Only the lines with the string "sheet" are needed; return each of them from the entries below.
☆ ☆ ☆ ☆
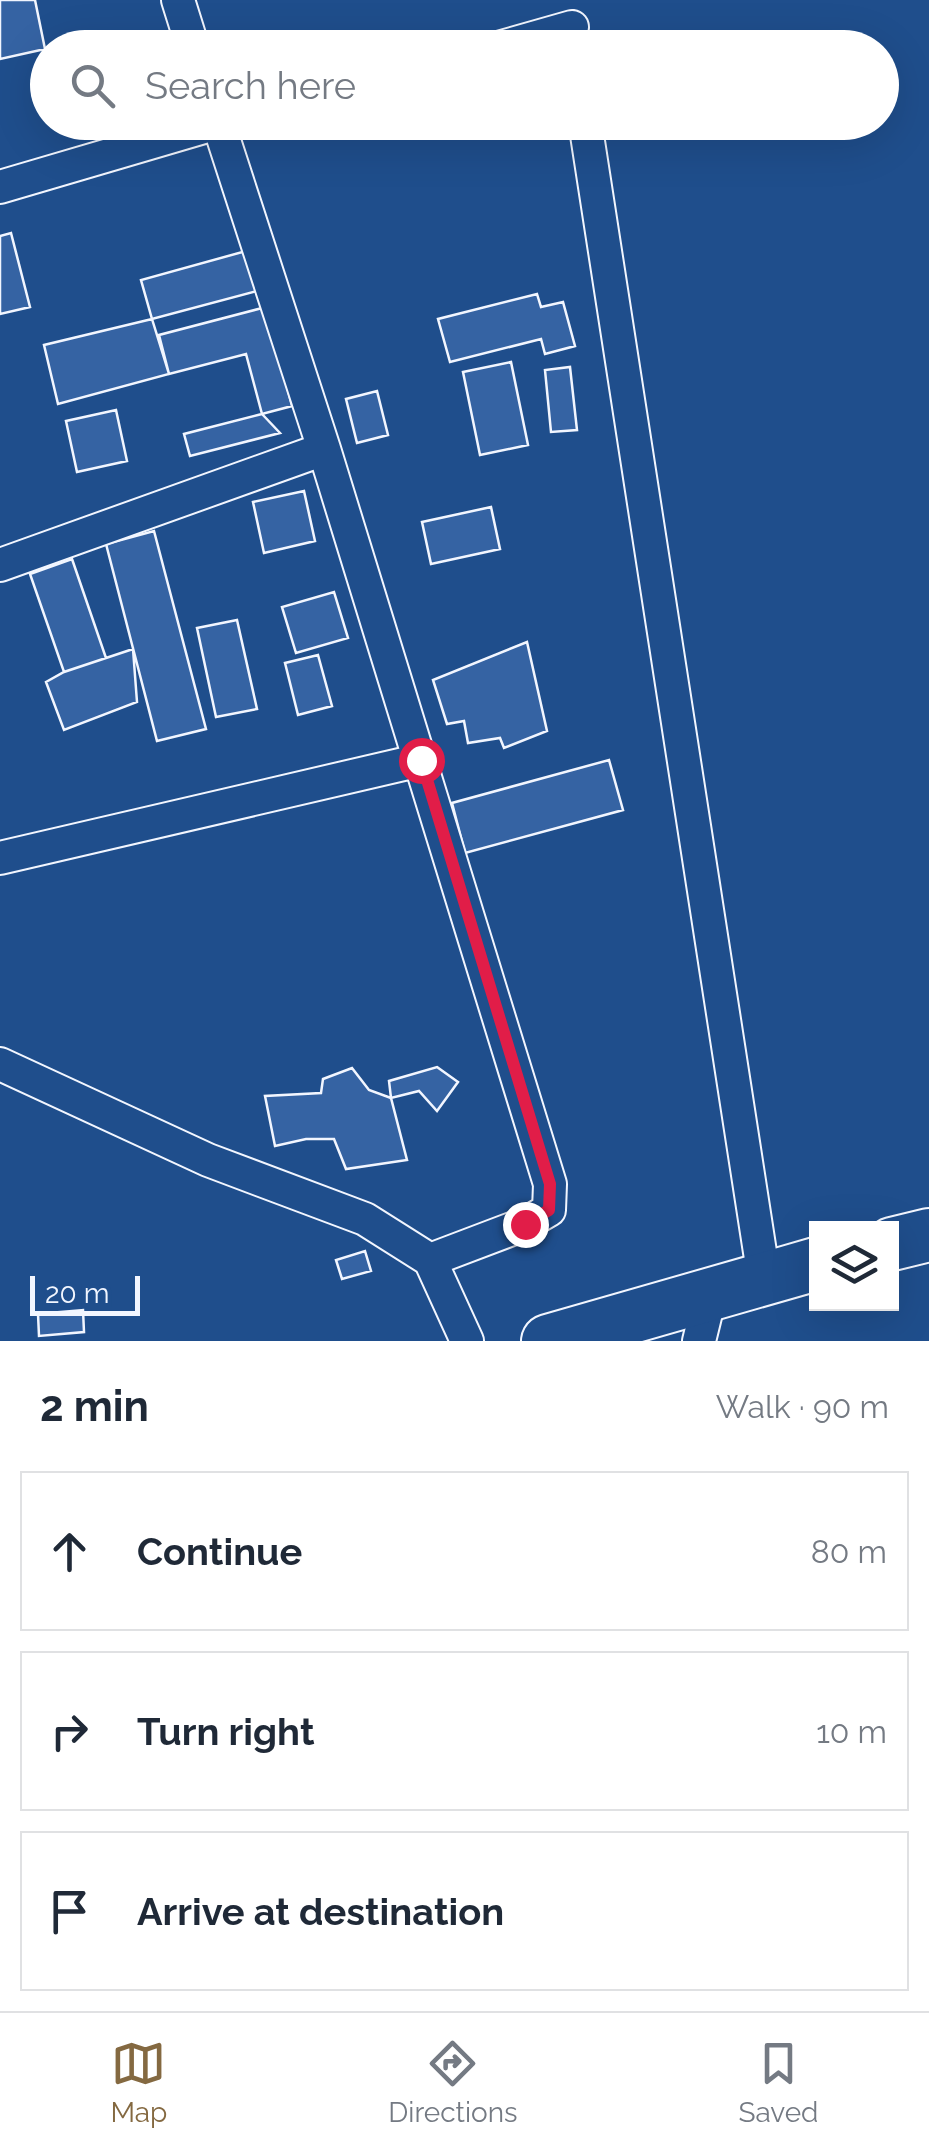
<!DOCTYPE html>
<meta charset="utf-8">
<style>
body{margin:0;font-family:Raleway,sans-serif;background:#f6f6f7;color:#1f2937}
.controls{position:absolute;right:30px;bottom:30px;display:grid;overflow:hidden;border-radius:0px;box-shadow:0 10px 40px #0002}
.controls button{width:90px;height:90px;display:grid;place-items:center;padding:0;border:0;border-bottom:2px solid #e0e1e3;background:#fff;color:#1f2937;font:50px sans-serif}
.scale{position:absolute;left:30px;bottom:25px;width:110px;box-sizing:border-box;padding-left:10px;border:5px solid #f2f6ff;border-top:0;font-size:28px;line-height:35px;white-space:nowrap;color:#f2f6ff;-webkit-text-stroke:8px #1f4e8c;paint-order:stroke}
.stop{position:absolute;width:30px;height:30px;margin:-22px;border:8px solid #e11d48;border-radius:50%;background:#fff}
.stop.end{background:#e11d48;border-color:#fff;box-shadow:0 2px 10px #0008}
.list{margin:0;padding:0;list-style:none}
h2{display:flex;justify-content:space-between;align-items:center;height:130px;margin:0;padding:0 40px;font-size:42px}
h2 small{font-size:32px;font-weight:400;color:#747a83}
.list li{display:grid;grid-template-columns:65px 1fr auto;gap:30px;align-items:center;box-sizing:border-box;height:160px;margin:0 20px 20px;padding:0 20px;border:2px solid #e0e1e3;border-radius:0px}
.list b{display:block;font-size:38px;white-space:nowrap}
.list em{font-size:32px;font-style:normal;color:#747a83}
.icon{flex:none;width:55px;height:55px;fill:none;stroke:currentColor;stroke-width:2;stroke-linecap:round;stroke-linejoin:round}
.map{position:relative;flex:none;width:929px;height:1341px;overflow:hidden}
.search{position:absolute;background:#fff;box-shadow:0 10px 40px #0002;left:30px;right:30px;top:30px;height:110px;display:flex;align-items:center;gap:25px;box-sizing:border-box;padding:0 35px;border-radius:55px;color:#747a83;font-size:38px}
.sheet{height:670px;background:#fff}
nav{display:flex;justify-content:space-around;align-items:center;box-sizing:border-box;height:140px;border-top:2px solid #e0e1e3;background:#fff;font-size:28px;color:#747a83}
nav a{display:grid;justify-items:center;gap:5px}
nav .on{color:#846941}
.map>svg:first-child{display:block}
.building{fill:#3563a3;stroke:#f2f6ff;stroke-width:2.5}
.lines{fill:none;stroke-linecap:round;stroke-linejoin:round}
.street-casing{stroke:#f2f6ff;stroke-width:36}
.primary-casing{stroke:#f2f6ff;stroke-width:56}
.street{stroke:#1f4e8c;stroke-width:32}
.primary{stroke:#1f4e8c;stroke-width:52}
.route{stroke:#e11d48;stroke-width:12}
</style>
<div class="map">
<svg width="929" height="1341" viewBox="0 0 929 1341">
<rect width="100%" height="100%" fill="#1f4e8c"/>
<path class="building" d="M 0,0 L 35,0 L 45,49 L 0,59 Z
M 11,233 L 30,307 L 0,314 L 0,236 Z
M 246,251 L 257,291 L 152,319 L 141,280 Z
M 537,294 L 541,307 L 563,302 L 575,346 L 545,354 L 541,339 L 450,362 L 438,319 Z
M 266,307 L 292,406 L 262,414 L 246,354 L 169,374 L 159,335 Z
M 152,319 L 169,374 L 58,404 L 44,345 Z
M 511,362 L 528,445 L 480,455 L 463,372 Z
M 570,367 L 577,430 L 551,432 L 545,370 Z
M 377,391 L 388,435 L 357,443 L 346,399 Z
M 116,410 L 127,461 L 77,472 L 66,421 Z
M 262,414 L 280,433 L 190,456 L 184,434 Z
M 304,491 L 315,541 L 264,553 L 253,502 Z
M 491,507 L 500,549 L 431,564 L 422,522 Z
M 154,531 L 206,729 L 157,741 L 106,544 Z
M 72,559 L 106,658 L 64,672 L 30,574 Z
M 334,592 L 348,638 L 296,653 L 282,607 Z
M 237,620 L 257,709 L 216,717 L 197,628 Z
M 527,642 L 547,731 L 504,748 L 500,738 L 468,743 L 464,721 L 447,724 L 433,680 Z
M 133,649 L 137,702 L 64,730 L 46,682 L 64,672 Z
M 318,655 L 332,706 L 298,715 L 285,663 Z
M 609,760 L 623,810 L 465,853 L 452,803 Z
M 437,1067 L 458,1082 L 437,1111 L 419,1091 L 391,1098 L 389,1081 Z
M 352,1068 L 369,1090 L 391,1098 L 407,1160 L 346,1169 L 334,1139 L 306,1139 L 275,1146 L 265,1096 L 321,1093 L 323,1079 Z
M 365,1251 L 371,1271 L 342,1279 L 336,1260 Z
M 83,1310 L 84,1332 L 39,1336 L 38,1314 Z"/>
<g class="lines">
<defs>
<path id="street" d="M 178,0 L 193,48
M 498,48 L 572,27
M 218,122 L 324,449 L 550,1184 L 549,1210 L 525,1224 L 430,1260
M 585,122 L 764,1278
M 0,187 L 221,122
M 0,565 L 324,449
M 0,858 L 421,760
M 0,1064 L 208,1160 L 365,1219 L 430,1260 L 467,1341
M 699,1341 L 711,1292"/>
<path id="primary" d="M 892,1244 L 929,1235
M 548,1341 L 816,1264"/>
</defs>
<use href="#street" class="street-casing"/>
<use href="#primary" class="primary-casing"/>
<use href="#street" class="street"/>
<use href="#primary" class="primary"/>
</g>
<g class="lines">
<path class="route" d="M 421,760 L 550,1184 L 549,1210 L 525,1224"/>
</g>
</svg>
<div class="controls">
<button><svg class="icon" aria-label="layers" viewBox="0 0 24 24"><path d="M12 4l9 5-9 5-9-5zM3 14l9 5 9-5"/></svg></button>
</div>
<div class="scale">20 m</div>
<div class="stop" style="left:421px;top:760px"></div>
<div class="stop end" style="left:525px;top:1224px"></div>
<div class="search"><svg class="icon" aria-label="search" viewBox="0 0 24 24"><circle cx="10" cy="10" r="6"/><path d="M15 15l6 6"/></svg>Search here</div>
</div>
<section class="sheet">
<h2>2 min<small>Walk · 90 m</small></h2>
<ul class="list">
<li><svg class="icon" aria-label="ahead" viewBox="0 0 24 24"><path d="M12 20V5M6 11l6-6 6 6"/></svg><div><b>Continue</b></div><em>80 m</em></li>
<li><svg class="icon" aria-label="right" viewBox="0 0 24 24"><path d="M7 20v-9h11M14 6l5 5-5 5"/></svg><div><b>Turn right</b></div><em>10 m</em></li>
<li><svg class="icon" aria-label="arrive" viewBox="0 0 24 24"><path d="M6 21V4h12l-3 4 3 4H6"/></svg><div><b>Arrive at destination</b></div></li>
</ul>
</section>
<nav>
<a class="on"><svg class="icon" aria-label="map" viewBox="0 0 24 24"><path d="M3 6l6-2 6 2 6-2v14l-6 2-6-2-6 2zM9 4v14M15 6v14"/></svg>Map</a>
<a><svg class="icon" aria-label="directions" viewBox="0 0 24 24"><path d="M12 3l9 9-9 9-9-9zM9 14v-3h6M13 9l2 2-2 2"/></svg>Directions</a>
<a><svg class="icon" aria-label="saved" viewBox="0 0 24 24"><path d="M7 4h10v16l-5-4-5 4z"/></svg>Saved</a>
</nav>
☆ ☆ ☆ ☆
Task solution:
.sheet{height:670px;background:#fff}
<section class="sheet">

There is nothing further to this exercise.